The Discovery Lab seeks to advance the ability to construct, use and study a large-scale knowledge graph that integrates knowledge across heterogeneous scientific content and data. The knowledge graph will allow for a deeper, richer use of content and data across a larger span of domains than possible thus far.

Knowledge Graph construction and updating from natural language sources is a key capability for any scientific knowledge graph. One of the targets of the lab is the creation of a knowledge graph updating service that feeds in real-time on a stream of scientific literature and will produce high quality knowledge graph updates that will enable high precision alerts.

Reinforcement learning over structured multi‐modal information

When providing recommendations, it is often possible to get some evaluation of that recommendation (‘was it useful?’) while counterfactual information is often not available (‘would another recommendation have been more useful?’). These circumstances can make it difficult to train models using regression or classification techniques. In the lab we investigate the use of reinforcement learning which can work with structured multi-modal information such as user context, knowledge graphs, or text as inputs. As a result the system generates structured recommendations, such as proposals for promising looking lab experiments.

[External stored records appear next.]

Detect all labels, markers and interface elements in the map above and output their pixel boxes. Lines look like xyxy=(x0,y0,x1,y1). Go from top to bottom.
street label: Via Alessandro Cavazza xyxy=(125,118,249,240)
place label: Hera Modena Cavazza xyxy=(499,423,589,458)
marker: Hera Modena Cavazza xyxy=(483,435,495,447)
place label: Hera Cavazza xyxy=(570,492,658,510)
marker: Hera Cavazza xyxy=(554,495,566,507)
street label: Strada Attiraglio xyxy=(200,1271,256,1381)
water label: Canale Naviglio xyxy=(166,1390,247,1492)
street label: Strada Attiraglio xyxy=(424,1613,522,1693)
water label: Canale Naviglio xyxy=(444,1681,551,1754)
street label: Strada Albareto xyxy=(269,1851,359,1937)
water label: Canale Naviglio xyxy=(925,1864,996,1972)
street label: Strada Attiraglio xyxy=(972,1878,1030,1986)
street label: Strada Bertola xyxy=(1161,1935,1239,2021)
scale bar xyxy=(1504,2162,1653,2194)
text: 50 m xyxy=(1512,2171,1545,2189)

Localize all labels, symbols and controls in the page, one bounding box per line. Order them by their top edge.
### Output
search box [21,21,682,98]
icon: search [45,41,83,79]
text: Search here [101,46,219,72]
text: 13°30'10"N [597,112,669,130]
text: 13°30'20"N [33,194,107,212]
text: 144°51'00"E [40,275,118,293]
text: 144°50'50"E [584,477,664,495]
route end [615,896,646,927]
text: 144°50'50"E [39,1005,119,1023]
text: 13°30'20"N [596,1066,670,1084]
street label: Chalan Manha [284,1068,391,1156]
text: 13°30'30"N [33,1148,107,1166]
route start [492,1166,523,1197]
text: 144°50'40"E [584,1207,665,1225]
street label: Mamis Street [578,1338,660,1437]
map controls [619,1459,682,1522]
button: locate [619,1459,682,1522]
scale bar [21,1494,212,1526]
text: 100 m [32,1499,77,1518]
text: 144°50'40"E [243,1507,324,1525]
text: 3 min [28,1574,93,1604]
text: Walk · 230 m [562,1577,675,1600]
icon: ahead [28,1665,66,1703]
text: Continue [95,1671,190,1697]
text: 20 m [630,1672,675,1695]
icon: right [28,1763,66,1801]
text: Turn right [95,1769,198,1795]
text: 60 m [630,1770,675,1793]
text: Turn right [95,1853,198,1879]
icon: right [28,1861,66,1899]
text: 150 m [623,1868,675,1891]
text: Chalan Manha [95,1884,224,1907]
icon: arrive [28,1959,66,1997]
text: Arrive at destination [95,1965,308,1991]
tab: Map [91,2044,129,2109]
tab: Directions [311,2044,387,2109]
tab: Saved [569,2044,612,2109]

Task‐Based Question Answering

In the lab we want to advance the state-of-the-art in question answering. We focus on challenging scenarios that requires the QA model to reason, gather, and synthesize disjoint pieces of information within the context to generate an answer. Moreover, we do so in the task-based setting of a research platform with a global perspective, aimed at generating partial answers from background knowledge, combined with a task-based perspective. The goal is to generate actionable answers that fit the research task at hand, and a mixed-initiative perspective, that is aimed at eliciting information about research tasks and designs from users of the research platform so as to optimize the QA responses being generated.

Hypothesis Generation

Many disciplines have managed to amass such large amounts of data that data-gathering platforms are no longer restricted to passive “query answering” anymore. Instead of expecting researchers to formulate hypotheses (and subsequently test these against the data), we will build the capacity to propose plausible new hypotheses. The challenge will be to extend the prediction of micro-hypotheses to hypotheses of more generality and complexity. This will require advances in knowledge graph completion (extending current techniques to completion with subgraphs, rather than with simple links), and in knowledge graph generalization.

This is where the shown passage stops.